3 November 2000: Tommy Soeharto kabur.
3 November 2000: pukul 21.55 WIB Ricardo Gelael masuk ke LP Cipinang.
10 November 2000: Polri melayangkan surat ke Interpol meminta bantuan mencari Tommy Soeharto.
14 Maret 2001: Polda Metro Jaya bentuk tim khusus pemburu Tommy Soeharto.
26 Juli 2001: Hakim Agung Syafiuddin Kartasasmita tewas tertembak.
6 Agustus 2001: Menyusul penemuan senjata api, bahan peledak dan dinamit di rumah Jalan Alam Segar III No 23, Pondok Indah, Jakarta Selatan, Kapolda Metro Jaya, Inspektur Jenderal Sofjan Jacoeb, menyatakan Tommy Soeharto sebagai tersangka pembunuh Hakim Agung Syafiuddin Kartasasmita dan kasus peledakan bom di Jakarta.
7 Agustus 2001: Polisi tangkap Mulawarman dan Noval Hadad, dua tersangka penembak Hakim Agung Syafiuddin Kartasasmita yang mengaku membunuh atas perintah Tommy Soeharto.
9 Agustus 2001: Deadline penyerahan diri Tommy Soeharto berlalu, Polda Metro Jaya mengumumkan perintah tembak di tempat.
17 Agustus 2001: Richardo Gelael memperoleh remisi.

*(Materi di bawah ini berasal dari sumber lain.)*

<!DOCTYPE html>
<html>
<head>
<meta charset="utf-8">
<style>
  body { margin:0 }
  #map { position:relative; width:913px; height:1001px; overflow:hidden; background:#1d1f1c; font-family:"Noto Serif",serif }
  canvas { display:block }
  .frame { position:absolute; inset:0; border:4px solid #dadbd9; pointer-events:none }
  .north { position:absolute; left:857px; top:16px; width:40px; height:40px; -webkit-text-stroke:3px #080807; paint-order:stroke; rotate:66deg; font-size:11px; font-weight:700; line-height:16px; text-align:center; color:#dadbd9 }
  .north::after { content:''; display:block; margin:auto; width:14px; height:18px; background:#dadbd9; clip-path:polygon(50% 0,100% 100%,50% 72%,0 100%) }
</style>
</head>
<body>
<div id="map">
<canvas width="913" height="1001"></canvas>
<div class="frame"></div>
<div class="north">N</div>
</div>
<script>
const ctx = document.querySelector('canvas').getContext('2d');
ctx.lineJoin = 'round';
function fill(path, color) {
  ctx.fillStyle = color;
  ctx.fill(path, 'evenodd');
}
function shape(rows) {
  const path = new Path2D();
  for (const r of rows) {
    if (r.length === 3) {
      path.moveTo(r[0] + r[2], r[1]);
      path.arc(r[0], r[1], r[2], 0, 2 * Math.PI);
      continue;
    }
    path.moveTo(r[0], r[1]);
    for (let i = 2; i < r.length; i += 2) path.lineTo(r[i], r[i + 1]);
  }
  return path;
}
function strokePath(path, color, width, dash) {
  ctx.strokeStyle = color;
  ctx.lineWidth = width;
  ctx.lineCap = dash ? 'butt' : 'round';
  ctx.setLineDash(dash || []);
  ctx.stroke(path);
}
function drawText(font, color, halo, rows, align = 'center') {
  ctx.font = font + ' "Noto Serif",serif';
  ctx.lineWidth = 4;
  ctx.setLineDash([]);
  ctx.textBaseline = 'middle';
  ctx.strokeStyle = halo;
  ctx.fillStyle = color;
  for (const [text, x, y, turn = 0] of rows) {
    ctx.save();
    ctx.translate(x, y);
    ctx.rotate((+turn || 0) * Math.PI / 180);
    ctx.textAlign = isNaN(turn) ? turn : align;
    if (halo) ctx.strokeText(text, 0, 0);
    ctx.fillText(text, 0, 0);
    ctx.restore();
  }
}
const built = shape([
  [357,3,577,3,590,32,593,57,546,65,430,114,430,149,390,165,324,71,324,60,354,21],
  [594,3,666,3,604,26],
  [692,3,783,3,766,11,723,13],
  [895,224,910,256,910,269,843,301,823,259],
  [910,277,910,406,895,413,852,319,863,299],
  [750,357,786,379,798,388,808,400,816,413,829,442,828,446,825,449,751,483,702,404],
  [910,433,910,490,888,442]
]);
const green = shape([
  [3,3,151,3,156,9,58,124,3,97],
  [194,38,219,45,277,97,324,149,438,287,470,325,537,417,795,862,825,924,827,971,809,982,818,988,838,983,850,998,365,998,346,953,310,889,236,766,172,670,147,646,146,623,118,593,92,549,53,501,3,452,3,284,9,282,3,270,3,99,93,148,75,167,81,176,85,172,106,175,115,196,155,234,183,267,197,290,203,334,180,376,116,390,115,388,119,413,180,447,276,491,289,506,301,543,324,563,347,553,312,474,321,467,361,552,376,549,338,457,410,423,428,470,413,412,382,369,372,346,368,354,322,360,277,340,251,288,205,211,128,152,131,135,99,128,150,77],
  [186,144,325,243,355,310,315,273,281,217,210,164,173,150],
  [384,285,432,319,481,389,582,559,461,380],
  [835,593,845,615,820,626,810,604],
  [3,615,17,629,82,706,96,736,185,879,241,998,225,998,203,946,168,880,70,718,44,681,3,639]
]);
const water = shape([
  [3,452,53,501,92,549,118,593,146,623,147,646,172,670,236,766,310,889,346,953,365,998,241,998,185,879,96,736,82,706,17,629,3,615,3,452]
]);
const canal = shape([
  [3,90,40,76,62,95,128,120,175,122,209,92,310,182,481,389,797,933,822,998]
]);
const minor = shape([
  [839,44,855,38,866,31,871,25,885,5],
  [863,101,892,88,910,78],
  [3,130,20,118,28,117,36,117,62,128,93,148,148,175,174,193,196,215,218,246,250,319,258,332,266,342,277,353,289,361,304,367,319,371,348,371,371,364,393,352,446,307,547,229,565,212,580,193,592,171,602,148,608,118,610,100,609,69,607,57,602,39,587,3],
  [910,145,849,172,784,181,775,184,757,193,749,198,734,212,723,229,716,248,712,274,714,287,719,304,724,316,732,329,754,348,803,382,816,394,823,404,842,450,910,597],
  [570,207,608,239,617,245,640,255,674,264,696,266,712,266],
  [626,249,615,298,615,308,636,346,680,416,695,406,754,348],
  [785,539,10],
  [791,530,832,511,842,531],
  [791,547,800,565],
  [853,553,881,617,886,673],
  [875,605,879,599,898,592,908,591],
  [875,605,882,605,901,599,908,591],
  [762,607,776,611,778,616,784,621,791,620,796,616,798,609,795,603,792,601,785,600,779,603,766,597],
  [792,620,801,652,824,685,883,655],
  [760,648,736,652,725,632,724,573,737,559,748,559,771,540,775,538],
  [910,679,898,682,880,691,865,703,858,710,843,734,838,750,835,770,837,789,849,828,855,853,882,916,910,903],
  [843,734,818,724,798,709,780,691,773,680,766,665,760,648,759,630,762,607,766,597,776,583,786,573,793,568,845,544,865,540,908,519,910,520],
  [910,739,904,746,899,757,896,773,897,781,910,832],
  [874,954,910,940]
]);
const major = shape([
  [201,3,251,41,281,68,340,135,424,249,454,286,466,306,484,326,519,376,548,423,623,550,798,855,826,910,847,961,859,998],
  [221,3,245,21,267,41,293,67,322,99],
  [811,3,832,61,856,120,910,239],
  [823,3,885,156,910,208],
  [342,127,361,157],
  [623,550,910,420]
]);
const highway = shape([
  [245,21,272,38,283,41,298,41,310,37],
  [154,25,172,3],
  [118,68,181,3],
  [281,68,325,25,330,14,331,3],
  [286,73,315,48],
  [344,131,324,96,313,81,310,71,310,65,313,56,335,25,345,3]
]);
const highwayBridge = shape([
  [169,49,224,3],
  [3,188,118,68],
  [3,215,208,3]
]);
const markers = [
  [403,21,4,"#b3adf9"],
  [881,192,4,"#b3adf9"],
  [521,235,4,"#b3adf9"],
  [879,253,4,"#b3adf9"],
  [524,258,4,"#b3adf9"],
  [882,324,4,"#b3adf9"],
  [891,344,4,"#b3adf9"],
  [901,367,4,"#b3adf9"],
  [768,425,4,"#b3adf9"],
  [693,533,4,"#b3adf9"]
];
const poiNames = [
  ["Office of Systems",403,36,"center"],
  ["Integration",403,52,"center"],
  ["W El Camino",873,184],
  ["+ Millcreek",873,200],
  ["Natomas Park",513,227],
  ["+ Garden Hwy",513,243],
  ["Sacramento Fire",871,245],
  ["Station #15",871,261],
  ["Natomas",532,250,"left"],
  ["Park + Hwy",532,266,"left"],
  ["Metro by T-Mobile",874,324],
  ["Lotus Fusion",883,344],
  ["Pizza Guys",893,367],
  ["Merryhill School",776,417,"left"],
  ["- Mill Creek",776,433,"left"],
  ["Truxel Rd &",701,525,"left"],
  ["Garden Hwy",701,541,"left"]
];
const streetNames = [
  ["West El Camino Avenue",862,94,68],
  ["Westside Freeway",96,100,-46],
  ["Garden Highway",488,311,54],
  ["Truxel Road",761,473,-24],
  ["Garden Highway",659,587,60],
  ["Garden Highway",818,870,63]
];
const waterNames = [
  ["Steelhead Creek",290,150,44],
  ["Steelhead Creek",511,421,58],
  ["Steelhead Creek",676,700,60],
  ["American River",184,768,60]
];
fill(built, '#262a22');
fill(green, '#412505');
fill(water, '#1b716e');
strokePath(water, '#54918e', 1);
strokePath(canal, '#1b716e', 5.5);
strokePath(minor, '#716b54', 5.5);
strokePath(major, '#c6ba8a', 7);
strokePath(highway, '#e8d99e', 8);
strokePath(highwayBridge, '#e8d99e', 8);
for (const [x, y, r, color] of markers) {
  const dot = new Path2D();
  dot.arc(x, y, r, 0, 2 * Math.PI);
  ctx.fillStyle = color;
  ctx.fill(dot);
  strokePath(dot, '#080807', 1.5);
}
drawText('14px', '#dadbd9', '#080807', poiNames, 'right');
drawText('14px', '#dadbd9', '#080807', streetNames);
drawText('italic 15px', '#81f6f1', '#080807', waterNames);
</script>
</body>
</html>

28 Agustus 2001: Sersan Mayor (Purn) Wiyono, tersangka penyimpan senjata api Tommy Soeharto, meninggal dalam ruang tahanan Polda Metro Jaya.
13 September 2001: Pengacara Tommy, Elza Syarief, mengabarkan kliennya akan menyerahkan diri.

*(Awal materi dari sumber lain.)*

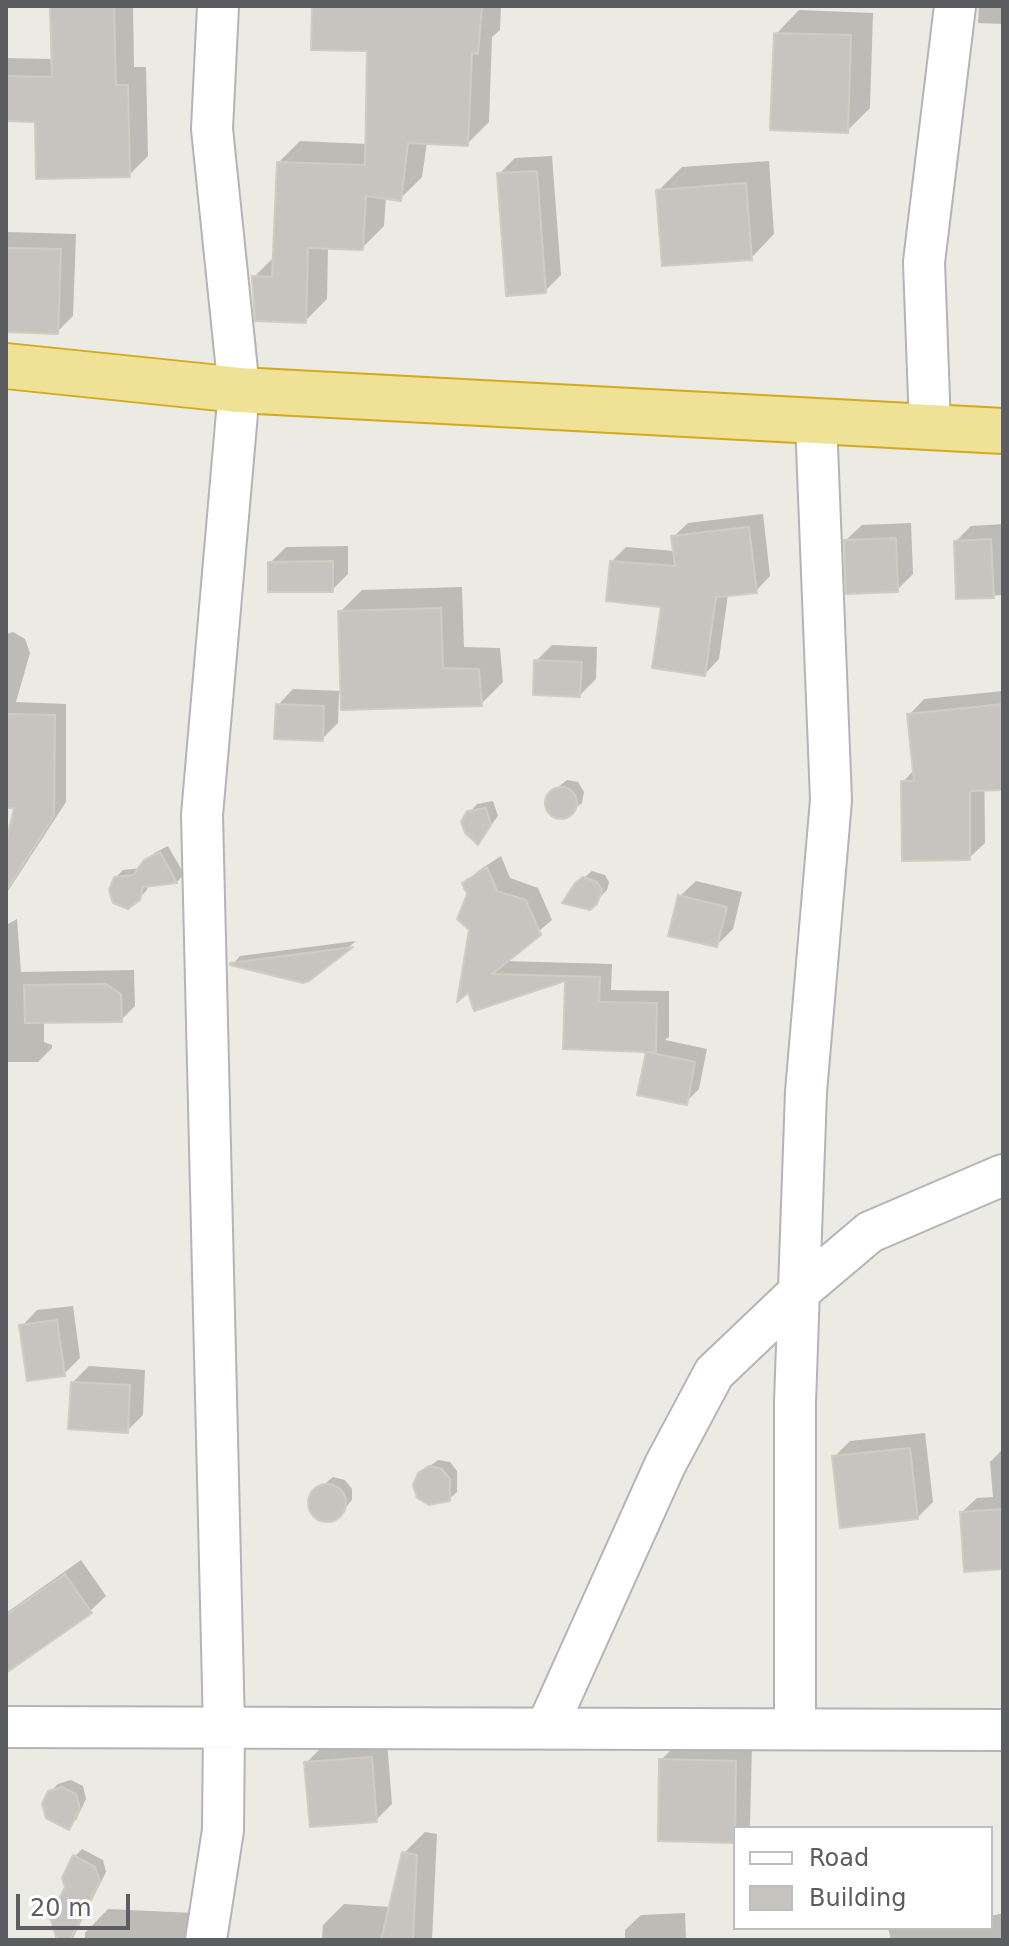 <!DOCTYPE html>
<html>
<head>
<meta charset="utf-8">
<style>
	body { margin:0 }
	#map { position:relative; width:1009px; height:1946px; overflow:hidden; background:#ebeae3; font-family:"DejaVu Sans",sans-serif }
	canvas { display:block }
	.frame { position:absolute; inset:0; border:8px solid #5b5d61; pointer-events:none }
	.legend { position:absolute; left:733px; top:1826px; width:260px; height:104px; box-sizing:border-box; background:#fff; border:2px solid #bdbec0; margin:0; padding:10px 14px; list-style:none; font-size:24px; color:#5b5d61 }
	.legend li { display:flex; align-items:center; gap:16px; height:40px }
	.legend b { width:40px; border:2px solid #bdbec0 }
	.scale { position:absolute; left:16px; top:1894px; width:114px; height:36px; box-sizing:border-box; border:4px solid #5b5d61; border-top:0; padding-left:10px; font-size:24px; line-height:28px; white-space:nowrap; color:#5b5d61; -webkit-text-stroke:6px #fff; paint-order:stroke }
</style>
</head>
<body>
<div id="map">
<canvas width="1009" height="1946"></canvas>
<div class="frame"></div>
<ul class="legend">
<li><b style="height:10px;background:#fff"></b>Road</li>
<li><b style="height:22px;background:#c7c4bf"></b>Building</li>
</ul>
<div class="scale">20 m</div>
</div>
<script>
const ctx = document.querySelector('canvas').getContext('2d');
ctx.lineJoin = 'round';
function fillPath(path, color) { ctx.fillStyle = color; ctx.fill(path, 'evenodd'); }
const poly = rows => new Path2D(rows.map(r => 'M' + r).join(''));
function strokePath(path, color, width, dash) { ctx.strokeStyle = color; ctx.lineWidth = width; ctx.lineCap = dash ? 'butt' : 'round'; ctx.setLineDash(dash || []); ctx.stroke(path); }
fillPath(poly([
	[53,6,133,6,134,67,146,67,148,156,129,175,37,120,6,119,6,58,53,59],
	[314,6,501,6,500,30,492,37,489,122,467,144,427,142,422,177,400,199,386,197,384,226,362,248,328,247,327,299,305,321,254,277,274,257,278,163,300,141,367,144,369,49],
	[979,6,1003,6,1003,24,978,23],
	[799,10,873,13,870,108,847,131,776,34],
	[552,156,561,275,545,291,499,174,515,158],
	[769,161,774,234,751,258,658,191,682,167],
	[6,232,76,234,73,316,57,332,6,330],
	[763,514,770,576,756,591,728,594,719,659,705,674,663,606,612,561,626,547,675,551,673,537,688,523],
	[911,523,913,574,897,590,846,540,862,525],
	[1003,524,1003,595,958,597,956,541,971,526],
	[348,546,348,574,332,590,270,563,286,547],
	[462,587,464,647,500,648,503,682,481,704,339,693,338,723,322,739,278,705,293,689,342,691,340,612,362,590],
	[13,632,25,639,30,653,16,702,66,704,66,802,6,894,6,852,17,806,6,806,6,634],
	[552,645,597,647,596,679,580,695,536,661],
	[1003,691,1003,746,984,748,985,843,969,858,903,782,914,770,909,715,924,699],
	[567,780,578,782,584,792,582,803,564,817,553,815,547,805,549,794],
	[493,801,498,816,478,842,469,813,477,804],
	[168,846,184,874,177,882,148,884,147,890,139,898,115,878,123,870,141,868,154,853],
	[501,856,510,878,538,888,552,920,504,961,612,964,611,990,669,991,669,1037,665,1040,707,1049,699,1089,686,1102,640,1093,648,1050,567,979,475,1008,472,929,457,917,473,902,465,884,478,871],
	[592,871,605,875,609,882,607,890,589,908,577,884],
	[696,881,742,892,733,929,717,945,680,896],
	[17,919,21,972,134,970,135,1006,121,1020,44,1021,44,1042,52,1045,52,1048,38,1062,6,1062,6,963,8,965,6,925],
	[356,941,308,980,233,964,240,956],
	[73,1306,80,1358,64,1374,22,1326,37,1310],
	[89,1366,145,1370,143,1415,127,1431,73,1382],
	[925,1433,933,1502,917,1518,834,1457,850,1441],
	[1003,1449,1003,1567,962,1512,977,1498,993,1497,990,1462],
	[438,1460,450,1462,457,1471,457,1492,449,1499,419,1474],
	[333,1477,345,1480,352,1489,352,1500,336,1519,324,1520,314,1514,310,1503,315,1492],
	[81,1560,106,1596,90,1611,6,1661,6,1613],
	[387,1742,392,1804,376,1820,307,1762,322,1747],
	[677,1744,752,1746,750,1825,746,1828,735,1828,661,1760],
	[71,1780,83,1786,86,1799,76,1820,68,1827,50,1792,58,1784],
	[425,1832,437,1834,432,1940,322,1940,323,1925,344,1904,391,1907,404,1853],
	[82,1849,103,1860,106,1872,72,1940,59,1940,74,1857],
	[108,1909,194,1913,193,1940,85,1940,85,1933],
	[685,1913,686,1940,625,1940,625,1930,641,1915],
	[1003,1913,1003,1940,891,1940,888,1928,991,1928,991,1916]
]), '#0003');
const building = poly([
	[50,6,114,6,116,85,128,85,130,177,36,179,35,122,6,121,6,76,52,77,50,6],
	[312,6,482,6,478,54,472,53,468,146,408,143,401,201,366,196,363,250,308,248,306,323,255,321,252,276,272,277,277,162,365,165,367,51,311,50,312,6],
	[774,33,851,35,848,133,770,130,774,33],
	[537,171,546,293,506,296,497,173,537,171],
	[746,183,752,260,662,266,656,190,746,183],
	[6,248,61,249,58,334,6,332,6,248],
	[749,527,757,593,716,597,705,676,652,668,661,607,606,601,610,561,675,566,671,536,749,527],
	[896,538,898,592,846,594,844,540,896,538],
	[991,539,994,598,956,599,954,541,991,539],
	[333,561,333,592,268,592,268,562,333,561],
	[441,608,443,668,479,669,482,706,341,710,338,611,441,608],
	[534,660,582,662,580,697,533,695,534,660],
	[276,704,324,706,323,741,274,739,276,704],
	[1003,704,1003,790,970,791,970,860,902,861,901,781,914,781,907,714,1003,704],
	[6,714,55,715,54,816,6,891,6,843,14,808,6,808,6,714],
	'545 803a16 16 0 1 1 32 0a16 16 0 1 1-32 0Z',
	[486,808,491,825,478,845,465,833,461,822,467,811,486,808],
	[160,852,177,883,143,887,140,900,128,909,113,903,109,890,114,877,133,875,144,860,160,852],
	[487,867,497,891,526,900,541,935,492,974,600,977,599,1002,657,1003,656,1052,647,1052,695,1062,687,1105,637,1095,646,1052,563,1049,565,981,474,1011,468,993,457,1002,469,930,457,919,467,894,462,883,487,867],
	[583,877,597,882,602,890,597,904,590,910,562,903,575,883,583,877],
	[678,895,727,907,717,947,668,936,678,895],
	[353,947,309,981,303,983,230,965,230,963,353,947],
	[106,984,121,994,122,1022,25,1023,24,985,106,984],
	[57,1320,65,1376,27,1381,19,1325,57,1320],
	[71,1382,130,1385,128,1433,68,1429,71,1382],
	[910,1448,918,1519,840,1528,832,1456,910,1448],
	[429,1466,442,1469,450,1479,450,1501,429,1505,417,1498,413,1485,418,1473,429,1466],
	'308 1503a19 19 0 1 1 38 0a19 19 0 1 1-38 0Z',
	[1003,1509,1003,1569,964,1572,960,1512,1003,1509],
	[65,1574,92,1613,6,1673,6,1615,65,1574],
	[372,1757,377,1822,310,1827,304,1762,372,1757],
	[659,1759,736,1761,735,1843,658,1841,659,1759],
	[62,1787,76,1794,80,1808,69,1830,46,1818,42,1804,48,1791,62,1787],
	[402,1852,417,1855,413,1940,381,1940,402,1852],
	[73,1855,95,1867,100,1881,70,1940,57,1940,50,1917,65,1887,62,1878,73,1855]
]);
fillPath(building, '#c7c4bf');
strokePath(building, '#cfccc2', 2);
const street = poly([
	[930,427,924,262,955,6],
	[6,1727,1003,1730],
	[547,1727,665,1465,714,1373,799,1292,870,1232,1003,1175],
	[795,1729,795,1402,806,1092,831,800,816,421],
	[206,1940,223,1830,224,1728,202,815,239,390,212,129,218,6]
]);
const highway = poly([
	[6,366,239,390,1003,431]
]);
strokePath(street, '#b3b4b8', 44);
strokePath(highway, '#d2aa1c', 48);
strokePath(street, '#fff', 40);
strokePath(highway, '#efe196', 44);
</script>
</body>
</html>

15 September 2001: Kapolda Inspektur Jenderal Sofjan Jacoeb bertemu Siti Hardiyanti Indra Rukmana (Mbak Tutut) di Cendana untuk membahas penyerahan diri Tommy.
1 Oktober 2001: MA mengabulkan permohonan PK Tommy Soeharto. (Widjajanto, sumber: data Tempo News Room)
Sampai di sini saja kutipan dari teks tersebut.